Brief: Find the lines below in which the string "function" occurs. Copy each one.

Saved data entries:
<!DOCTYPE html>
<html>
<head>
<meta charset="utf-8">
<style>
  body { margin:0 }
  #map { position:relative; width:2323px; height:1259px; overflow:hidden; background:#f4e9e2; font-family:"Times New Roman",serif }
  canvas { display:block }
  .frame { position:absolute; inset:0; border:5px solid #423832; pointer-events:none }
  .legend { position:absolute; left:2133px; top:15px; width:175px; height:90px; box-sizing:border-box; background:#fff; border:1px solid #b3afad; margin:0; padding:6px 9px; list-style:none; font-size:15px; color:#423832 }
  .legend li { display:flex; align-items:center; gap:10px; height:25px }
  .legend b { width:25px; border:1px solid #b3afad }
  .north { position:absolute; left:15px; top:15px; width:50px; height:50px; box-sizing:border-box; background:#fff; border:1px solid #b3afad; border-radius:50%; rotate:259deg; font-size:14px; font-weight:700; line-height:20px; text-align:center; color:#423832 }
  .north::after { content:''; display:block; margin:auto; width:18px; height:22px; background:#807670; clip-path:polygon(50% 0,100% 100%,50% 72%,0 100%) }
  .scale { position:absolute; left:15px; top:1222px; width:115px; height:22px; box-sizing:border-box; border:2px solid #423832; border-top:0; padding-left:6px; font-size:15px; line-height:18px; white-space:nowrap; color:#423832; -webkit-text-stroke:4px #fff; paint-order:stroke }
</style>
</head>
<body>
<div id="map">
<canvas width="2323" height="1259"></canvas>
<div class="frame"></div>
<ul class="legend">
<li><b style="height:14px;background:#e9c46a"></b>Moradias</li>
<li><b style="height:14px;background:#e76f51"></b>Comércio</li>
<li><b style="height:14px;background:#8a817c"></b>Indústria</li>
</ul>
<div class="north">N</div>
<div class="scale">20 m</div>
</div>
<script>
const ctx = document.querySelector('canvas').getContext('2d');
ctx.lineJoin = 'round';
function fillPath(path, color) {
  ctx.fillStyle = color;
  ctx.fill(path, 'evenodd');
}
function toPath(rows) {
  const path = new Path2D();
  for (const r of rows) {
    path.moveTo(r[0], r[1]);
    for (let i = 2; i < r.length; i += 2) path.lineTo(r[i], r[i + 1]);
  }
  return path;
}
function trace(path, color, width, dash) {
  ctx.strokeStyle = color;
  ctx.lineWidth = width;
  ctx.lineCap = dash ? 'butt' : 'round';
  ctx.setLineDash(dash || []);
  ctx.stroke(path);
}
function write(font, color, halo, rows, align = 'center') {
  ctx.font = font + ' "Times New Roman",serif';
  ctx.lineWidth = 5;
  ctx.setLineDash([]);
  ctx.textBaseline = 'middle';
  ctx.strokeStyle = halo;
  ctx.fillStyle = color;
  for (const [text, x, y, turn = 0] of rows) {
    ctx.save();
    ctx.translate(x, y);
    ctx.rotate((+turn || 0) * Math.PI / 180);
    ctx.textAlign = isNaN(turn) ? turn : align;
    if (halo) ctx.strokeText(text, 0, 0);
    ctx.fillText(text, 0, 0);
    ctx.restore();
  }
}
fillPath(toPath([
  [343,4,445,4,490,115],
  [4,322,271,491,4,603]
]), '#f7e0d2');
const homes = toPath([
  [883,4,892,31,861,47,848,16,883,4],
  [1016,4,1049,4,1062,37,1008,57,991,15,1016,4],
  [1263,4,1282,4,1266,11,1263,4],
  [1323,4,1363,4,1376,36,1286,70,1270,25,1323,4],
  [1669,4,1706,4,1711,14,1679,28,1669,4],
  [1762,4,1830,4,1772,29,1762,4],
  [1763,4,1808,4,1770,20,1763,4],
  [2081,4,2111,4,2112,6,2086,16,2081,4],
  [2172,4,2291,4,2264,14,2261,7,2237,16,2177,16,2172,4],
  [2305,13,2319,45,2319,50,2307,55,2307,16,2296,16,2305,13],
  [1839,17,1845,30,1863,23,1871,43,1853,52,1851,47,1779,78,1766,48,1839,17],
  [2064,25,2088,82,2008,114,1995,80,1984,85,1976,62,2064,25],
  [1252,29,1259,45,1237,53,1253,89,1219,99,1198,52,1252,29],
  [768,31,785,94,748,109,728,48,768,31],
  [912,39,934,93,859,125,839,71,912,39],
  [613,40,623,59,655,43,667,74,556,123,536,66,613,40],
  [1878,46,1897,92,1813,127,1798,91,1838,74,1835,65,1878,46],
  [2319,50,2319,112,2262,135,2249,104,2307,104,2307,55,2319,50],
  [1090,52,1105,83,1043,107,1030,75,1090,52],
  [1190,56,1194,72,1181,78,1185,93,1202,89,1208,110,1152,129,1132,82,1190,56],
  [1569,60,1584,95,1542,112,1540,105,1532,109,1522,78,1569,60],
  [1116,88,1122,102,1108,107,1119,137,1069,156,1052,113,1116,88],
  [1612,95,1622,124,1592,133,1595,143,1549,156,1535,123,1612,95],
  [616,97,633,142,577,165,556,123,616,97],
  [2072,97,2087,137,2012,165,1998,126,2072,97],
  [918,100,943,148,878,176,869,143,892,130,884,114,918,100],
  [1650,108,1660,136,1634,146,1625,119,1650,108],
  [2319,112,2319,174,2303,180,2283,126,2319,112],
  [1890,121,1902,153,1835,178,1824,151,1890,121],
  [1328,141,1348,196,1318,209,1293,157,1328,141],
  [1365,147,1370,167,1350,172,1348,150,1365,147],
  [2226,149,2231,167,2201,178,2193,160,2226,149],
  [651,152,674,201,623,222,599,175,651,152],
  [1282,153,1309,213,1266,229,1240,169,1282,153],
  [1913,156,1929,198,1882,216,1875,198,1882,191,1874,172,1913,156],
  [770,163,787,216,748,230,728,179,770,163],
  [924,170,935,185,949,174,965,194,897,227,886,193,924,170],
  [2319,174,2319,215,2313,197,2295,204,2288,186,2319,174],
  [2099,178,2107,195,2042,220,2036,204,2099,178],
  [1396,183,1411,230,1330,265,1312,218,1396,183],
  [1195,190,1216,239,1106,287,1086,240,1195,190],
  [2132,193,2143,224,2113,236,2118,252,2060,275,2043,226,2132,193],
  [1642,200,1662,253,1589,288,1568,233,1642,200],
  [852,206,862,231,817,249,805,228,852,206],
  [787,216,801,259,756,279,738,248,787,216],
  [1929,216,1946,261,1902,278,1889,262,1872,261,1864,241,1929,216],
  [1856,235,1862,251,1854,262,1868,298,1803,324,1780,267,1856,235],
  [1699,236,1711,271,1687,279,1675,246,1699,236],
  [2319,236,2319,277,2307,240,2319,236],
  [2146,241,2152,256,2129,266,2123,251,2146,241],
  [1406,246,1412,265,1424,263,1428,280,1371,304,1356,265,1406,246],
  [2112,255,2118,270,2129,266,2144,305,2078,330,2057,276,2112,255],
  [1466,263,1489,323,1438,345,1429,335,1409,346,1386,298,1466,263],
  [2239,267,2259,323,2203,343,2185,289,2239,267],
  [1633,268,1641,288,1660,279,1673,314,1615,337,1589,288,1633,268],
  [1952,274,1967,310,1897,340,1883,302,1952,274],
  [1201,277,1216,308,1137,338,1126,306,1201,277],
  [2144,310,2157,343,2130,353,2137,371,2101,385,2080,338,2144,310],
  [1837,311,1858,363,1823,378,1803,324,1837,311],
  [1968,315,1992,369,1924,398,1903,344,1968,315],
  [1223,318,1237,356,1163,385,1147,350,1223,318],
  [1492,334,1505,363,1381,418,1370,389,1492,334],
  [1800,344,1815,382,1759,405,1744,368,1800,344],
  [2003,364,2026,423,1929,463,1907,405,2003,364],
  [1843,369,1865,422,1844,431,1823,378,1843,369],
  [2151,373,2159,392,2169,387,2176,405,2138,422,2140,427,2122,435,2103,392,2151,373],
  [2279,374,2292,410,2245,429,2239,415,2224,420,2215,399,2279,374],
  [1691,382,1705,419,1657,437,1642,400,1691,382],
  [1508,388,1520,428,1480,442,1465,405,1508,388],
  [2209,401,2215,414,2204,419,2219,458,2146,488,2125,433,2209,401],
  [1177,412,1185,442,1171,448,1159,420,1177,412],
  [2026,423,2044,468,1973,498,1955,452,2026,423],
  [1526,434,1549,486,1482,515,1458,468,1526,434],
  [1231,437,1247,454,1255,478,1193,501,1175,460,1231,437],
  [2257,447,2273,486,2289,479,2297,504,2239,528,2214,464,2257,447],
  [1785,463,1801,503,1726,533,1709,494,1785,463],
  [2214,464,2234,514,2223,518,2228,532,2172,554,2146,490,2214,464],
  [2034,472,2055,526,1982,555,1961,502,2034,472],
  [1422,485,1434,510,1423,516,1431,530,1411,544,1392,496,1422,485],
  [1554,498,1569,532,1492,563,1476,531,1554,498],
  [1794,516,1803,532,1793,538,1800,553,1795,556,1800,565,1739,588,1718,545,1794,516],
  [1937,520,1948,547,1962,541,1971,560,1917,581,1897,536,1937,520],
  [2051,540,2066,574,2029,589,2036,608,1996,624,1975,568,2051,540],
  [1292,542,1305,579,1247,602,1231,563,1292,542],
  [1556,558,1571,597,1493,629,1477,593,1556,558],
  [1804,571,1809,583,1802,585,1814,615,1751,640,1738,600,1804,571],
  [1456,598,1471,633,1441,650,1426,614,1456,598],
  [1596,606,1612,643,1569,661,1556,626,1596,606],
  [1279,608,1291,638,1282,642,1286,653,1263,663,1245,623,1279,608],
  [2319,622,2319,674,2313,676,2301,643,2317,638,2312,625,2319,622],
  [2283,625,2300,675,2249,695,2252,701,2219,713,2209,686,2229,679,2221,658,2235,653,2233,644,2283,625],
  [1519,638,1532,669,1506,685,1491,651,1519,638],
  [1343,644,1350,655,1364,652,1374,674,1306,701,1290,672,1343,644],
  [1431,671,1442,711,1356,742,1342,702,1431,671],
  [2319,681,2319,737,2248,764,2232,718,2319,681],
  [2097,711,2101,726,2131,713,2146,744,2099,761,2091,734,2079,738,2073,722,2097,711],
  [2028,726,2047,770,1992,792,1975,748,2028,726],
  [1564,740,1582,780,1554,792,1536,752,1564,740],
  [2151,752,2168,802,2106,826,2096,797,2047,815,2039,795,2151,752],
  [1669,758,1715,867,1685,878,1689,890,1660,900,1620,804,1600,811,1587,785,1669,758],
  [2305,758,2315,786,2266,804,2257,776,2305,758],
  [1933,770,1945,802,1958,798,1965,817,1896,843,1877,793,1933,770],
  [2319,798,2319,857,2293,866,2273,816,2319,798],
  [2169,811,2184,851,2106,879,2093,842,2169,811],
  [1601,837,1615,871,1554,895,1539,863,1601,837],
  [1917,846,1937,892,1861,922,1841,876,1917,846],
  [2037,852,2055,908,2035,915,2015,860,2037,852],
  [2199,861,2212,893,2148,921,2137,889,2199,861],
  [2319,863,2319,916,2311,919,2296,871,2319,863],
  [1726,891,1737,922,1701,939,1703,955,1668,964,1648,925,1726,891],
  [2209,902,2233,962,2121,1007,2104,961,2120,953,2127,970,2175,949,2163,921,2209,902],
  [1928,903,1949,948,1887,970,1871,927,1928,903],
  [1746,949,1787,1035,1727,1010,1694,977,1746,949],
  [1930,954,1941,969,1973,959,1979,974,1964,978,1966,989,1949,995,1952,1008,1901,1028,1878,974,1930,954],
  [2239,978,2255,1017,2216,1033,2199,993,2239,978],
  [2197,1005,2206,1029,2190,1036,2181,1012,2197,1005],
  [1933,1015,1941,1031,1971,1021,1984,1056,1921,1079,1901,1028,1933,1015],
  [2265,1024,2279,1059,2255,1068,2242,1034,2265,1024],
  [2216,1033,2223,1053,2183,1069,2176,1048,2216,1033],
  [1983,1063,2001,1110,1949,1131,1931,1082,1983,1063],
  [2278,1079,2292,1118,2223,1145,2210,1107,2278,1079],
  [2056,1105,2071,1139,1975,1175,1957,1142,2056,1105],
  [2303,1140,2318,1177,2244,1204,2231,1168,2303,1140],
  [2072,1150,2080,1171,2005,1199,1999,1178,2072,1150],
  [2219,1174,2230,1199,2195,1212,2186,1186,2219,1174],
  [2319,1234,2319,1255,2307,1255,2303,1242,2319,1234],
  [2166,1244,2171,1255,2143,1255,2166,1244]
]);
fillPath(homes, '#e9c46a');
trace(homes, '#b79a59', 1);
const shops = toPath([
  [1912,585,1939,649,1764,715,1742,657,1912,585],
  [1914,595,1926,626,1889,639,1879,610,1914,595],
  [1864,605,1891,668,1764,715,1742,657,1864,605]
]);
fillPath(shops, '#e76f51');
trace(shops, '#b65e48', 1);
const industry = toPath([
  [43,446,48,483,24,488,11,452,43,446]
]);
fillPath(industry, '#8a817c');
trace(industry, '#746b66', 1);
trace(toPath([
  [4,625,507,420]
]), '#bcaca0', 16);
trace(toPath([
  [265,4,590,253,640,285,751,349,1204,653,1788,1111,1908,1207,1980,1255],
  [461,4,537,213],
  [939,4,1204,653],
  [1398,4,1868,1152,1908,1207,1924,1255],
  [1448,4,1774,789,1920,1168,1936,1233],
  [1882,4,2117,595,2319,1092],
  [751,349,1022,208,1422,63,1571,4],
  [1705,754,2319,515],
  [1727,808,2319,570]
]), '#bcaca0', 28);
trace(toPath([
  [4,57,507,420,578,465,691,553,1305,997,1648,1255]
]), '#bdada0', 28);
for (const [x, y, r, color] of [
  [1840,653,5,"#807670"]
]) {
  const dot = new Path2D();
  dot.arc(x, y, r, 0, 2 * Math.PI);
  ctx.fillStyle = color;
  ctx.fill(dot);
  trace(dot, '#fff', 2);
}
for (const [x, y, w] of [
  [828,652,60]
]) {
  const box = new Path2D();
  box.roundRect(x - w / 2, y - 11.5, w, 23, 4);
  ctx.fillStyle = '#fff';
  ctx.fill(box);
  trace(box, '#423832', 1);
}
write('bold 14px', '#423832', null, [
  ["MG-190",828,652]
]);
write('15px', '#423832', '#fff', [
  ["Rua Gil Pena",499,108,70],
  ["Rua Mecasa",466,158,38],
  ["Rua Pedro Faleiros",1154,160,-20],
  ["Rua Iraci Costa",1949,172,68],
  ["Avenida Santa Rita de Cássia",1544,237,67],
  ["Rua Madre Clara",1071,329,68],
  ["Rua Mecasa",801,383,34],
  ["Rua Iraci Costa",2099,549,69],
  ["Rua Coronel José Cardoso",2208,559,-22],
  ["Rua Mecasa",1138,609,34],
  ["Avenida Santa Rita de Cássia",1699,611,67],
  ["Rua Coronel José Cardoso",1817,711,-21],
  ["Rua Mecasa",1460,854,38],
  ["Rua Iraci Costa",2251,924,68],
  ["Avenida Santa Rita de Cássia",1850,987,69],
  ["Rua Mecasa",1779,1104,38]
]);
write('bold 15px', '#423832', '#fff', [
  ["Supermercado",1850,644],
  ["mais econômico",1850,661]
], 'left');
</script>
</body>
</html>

Answer section:
function fillPath(path, color) {
function toPath(rows) {
function trace(path, color, width, dash) {
function write(font, color, halo, rows, align = 'center') {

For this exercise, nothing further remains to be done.